5º CAPÍTULO
MAREA DEL PORTILLO > NIQUERO
No dia anterior, quando cheguei esfomeado ao
hotel, fui abordado por um casal de norte americanos. Eles também estavam
viajando em bicicleta, apesar de não ser uma viagem tão longa, escolheram
trechos para pedalar e outros com transporte. Alugaram as bikes com uma empresa
em Havana que já faz esse trabalho a algum tempo, organizaram o roteiro e
estavam curtindo demais. A partir de agora, com a normalização das relações
entre os dois países, a expectativa é de uma enxurrada de turistas dos EUA em
Cuba.
Pedalamos juntos por 15 km, quando chegamos a
Pilón eles ficaram, pois tinham um carro marcado para leva-los a um hotel nas
montanhas. Dali em diante segui sozinho, sabendo que uma grande subida me
aguardava. Não chegava a ser uma subida muito íngreme, mas seriam cerca de 3 km
e o sol já dava o ar da graça.
Era o momento de cruzar a histórica Sierra
Maestra, o caminho que os revolucionários encontraram para se defender, se
esconder e avançar, com dizia Che Guevara, “Hasta La vitoria, siempre!”.
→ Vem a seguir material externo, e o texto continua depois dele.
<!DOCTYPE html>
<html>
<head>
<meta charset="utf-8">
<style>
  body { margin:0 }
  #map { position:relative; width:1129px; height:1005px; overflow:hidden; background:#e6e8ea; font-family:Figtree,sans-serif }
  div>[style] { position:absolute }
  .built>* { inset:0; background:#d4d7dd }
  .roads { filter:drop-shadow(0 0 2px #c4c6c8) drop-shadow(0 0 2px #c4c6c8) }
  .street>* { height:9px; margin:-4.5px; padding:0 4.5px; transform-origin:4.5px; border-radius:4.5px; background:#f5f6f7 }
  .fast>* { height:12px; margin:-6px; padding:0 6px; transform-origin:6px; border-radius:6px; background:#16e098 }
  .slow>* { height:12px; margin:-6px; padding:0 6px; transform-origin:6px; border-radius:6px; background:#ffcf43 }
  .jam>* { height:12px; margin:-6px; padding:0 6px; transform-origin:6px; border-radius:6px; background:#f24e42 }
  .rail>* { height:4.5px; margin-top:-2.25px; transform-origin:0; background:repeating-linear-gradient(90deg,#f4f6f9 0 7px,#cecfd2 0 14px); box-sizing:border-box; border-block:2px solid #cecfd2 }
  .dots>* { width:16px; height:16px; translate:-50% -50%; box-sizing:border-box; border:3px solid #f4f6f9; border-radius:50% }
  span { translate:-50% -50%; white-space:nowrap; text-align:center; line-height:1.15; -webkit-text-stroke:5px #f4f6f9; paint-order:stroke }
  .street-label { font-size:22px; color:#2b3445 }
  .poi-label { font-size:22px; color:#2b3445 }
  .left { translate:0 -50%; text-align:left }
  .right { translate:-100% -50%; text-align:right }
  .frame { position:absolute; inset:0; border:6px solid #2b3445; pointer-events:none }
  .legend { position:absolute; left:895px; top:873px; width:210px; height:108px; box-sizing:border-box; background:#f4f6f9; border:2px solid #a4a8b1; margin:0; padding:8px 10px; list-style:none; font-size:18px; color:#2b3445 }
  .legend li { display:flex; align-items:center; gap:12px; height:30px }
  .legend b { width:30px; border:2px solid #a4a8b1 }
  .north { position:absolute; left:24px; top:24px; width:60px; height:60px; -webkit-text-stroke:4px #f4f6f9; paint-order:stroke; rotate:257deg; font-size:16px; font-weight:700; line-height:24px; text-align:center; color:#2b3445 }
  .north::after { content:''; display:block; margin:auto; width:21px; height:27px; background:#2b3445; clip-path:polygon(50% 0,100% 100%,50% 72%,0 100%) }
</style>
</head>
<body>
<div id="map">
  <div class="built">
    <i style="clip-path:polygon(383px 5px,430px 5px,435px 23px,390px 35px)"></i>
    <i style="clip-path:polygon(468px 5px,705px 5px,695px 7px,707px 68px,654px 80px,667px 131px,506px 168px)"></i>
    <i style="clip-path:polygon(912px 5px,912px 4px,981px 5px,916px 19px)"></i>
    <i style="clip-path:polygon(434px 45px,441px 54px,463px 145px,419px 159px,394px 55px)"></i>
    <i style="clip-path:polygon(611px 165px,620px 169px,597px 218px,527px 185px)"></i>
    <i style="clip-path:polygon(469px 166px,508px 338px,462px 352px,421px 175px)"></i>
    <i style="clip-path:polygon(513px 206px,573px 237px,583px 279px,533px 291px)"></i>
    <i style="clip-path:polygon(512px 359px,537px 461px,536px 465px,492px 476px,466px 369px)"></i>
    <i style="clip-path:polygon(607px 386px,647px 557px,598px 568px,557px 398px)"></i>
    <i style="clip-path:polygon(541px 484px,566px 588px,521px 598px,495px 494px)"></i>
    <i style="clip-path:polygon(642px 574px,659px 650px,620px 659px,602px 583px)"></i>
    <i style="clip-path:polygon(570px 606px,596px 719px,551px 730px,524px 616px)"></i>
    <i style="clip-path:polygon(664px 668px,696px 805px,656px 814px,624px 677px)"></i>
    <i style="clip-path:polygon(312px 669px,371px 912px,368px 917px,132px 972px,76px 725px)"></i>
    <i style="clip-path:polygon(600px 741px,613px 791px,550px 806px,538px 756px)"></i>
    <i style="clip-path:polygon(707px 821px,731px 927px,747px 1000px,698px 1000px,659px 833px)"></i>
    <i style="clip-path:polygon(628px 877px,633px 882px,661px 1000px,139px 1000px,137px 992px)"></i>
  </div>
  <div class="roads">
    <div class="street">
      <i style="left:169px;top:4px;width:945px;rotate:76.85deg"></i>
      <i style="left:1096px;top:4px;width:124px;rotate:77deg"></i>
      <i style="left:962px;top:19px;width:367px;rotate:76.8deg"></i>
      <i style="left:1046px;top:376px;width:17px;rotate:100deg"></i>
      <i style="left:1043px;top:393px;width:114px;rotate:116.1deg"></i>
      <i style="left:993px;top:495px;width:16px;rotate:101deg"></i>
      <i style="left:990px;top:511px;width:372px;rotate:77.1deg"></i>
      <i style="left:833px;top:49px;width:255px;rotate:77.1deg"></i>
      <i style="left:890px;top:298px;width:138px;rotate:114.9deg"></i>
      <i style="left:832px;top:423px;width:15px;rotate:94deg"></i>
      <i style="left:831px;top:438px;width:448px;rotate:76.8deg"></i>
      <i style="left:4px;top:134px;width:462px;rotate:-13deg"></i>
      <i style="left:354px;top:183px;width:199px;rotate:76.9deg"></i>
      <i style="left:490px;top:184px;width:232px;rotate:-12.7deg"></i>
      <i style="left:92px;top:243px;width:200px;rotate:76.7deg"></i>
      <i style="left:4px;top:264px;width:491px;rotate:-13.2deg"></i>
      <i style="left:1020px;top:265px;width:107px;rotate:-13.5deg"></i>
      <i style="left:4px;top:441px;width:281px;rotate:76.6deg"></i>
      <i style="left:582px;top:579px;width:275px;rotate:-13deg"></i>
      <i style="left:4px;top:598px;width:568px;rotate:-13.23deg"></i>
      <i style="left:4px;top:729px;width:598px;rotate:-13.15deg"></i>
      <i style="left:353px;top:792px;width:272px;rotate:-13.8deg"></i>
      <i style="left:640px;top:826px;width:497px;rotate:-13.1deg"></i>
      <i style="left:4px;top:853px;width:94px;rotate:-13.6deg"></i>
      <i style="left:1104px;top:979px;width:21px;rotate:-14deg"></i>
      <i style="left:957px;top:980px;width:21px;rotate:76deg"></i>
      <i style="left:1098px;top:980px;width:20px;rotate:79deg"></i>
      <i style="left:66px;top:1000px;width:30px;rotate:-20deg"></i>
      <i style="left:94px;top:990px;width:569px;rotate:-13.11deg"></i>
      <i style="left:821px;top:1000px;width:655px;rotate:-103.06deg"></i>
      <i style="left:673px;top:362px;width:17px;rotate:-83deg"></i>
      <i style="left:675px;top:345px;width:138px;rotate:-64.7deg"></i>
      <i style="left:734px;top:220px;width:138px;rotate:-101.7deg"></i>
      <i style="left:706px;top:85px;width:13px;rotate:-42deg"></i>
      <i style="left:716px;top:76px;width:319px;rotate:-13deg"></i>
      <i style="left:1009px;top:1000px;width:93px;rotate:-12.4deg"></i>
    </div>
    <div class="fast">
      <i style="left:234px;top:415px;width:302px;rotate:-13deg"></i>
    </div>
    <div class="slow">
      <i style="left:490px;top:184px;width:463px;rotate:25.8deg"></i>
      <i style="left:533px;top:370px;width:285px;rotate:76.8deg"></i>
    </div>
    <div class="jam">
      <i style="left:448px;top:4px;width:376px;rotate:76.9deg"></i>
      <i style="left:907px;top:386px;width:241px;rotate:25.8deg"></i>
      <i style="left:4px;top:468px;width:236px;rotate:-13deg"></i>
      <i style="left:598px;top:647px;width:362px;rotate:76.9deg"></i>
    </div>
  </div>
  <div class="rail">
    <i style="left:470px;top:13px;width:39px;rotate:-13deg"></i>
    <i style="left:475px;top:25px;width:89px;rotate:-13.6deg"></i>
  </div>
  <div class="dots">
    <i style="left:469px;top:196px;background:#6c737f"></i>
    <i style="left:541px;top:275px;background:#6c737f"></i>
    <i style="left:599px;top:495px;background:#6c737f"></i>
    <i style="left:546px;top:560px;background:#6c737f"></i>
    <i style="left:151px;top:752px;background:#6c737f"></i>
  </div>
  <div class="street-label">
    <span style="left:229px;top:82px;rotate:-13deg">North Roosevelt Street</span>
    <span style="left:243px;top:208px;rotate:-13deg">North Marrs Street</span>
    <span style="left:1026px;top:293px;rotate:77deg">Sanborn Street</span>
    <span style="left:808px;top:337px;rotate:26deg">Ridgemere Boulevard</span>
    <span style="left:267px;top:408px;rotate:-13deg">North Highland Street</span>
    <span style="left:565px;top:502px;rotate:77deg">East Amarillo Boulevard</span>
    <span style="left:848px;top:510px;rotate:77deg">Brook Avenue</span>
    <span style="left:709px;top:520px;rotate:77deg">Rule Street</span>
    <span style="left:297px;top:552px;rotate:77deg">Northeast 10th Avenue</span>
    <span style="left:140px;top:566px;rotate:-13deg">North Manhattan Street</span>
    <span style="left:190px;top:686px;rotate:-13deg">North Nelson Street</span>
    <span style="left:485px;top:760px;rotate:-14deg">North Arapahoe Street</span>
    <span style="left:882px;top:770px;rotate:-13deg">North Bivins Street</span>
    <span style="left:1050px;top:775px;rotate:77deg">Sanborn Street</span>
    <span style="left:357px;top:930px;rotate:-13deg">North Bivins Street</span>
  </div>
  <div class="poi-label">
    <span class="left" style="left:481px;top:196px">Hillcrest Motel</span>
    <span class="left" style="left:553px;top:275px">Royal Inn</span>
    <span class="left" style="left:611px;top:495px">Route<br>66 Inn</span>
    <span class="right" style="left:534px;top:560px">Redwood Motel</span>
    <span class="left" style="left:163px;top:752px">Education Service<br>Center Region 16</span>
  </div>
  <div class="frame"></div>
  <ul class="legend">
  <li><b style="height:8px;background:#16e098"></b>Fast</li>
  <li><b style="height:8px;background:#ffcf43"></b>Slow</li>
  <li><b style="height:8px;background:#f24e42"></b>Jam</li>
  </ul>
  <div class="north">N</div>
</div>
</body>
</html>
O primeiro sinal de que estava num trajeto de
importância histórica foi a placa de “La Aguadita”, foi por ali que passou o
grupo liderado por Raul Castro, hoje presidente que lidera o país em busca de
mudanças e melhorias.
Mais a frente passei por “Alto Del Mareón”,
onde outro grupo cruza a montanha e a floresta, dessa vez um dos componentes
era nada mais, nada menos que Ernesto Guevara de La Serna, o Che.
Ao invés de seguir o caminho para Manzanillo,
resolvi desviar para Niquero, dali poderia visitar o local conhecido como
“Desembarco Del Granma” o verdadeiro berço da revolução socialista. Não poderia
passar tão perto e não visitar essa região, por isso cheguei a Niquero ainda
sem reserva em hotel ou casa particular, mas encontrei uma cidade ainda pouco
explorada pelo turismo internacional. Foi a minha primeira visita a uma cidade
de pequeno porte em Cuba, onde tive o primeiro contato com ruas, povo e vida
cotidiana.
Já começava a me chamar a atenção os Bicitáxi,
além das carroças puxadas por cavalos. O transporte público precário cria
situações muito diferente da realidade a que estamos acostumados, mas essa
parte da história só estava no comecinho, mais pra frente as experiências se
multiplicaram.
Perto do mar foi possível comer lagosta
desfiada com um “salsa” típica do lugar, por preço irrisório. No
acompanhamento, além da salada de pepino que me perseguiu durante toda a
viagem, o tradicional arroz com feijão, o arroz congri.